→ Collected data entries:
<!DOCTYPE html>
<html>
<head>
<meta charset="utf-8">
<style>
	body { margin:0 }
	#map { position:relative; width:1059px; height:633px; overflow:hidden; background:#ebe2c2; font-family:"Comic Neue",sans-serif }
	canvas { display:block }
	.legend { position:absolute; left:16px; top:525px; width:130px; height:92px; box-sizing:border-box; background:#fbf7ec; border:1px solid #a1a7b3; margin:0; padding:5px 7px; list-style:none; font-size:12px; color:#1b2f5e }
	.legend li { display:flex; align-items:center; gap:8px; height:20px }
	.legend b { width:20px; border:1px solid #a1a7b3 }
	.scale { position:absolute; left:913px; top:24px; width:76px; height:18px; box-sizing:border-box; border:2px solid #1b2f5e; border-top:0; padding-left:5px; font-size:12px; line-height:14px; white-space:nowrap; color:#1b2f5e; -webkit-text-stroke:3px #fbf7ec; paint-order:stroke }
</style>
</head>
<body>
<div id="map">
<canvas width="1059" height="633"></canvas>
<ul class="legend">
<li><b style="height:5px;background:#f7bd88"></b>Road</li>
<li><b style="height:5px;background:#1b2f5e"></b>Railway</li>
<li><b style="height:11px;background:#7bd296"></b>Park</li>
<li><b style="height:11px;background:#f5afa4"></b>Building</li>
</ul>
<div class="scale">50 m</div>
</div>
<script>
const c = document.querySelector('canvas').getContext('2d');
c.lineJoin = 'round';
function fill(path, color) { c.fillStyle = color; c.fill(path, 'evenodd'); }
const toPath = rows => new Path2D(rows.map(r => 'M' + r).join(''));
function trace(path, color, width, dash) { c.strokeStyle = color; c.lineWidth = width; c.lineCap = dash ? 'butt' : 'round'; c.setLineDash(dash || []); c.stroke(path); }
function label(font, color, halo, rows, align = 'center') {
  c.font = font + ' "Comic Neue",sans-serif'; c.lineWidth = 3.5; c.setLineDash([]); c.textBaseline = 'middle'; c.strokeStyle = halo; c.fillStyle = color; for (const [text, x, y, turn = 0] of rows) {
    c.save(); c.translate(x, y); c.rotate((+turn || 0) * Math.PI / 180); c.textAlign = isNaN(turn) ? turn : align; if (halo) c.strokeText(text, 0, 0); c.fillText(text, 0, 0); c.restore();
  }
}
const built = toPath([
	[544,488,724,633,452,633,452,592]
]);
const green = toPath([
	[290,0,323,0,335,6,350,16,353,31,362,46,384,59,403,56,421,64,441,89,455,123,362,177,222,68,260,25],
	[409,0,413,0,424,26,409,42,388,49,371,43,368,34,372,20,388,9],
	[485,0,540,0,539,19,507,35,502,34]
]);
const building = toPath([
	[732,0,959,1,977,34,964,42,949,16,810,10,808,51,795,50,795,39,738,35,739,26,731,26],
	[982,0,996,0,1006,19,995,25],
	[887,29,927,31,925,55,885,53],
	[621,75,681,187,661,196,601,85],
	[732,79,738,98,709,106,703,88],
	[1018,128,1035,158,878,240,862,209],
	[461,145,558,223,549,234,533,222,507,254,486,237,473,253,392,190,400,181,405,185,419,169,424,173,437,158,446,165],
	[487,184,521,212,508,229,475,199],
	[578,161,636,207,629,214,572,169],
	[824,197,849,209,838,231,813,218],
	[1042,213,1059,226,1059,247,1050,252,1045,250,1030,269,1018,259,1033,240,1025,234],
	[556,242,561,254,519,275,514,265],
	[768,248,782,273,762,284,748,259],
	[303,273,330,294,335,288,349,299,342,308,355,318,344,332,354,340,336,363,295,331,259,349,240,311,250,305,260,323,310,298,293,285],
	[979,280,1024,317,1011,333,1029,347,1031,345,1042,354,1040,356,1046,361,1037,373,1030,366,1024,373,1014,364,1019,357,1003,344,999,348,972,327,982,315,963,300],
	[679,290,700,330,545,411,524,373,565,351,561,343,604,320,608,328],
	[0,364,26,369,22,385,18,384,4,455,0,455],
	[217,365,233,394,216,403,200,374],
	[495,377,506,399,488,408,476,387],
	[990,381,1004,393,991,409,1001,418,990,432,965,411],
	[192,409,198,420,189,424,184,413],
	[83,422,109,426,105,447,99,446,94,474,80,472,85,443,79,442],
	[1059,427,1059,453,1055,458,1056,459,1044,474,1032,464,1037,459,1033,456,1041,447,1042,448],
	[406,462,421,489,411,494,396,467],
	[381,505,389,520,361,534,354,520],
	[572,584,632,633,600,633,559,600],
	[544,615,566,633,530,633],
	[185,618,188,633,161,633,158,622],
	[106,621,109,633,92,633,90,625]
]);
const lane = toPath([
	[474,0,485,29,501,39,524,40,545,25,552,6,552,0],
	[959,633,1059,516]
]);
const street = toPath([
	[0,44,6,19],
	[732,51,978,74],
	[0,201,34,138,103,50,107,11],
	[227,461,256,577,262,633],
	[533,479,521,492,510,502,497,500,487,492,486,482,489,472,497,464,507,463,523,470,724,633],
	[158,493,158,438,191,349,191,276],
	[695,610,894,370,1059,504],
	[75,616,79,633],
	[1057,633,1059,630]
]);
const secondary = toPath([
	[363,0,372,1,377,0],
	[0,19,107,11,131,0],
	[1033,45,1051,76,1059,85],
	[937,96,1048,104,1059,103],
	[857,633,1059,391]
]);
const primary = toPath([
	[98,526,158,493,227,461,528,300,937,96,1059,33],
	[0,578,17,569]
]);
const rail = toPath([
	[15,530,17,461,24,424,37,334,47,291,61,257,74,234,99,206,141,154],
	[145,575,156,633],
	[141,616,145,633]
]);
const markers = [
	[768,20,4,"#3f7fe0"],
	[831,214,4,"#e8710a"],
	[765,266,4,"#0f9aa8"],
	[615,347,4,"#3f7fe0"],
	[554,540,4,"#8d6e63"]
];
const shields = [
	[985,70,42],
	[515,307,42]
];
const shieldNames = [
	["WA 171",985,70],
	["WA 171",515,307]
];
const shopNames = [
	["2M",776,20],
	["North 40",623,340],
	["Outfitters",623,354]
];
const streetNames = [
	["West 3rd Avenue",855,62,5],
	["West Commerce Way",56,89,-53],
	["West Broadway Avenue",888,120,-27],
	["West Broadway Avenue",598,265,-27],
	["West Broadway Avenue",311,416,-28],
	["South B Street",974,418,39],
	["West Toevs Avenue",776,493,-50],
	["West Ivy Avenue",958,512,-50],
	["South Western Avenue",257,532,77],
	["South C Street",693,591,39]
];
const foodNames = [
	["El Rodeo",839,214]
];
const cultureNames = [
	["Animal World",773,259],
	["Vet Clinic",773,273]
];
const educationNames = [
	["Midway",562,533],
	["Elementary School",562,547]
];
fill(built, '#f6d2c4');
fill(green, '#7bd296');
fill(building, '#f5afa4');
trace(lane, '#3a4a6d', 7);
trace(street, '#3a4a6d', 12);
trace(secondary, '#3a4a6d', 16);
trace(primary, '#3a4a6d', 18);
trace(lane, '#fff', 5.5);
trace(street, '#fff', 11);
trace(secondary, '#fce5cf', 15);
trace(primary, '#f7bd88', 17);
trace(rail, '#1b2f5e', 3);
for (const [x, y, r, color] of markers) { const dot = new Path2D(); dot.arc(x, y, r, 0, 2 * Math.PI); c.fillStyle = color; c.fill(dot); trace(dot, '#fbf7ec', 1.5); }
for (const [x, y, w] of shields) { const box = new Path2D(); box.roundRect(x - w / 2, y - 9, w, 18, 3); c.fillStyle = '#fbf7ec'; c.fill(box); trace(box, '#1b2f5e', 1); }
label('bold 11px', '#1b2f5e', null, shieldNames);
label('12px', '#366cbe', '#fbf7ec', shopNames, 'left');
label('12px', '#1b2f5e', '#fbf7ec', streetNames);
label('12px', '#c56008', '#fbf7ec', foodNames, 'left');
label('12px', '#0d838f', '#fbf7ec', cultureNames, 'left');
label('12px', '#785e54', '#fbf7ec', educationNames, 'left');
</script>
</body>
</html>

→ Work item:
From the records above, pull every line that has the string "center" and copy it.

→ Response:
	.legend li { display:flex; align-items:center; gap:8px; height:20px }
function label(font, color, halo, rows, align = 'center') {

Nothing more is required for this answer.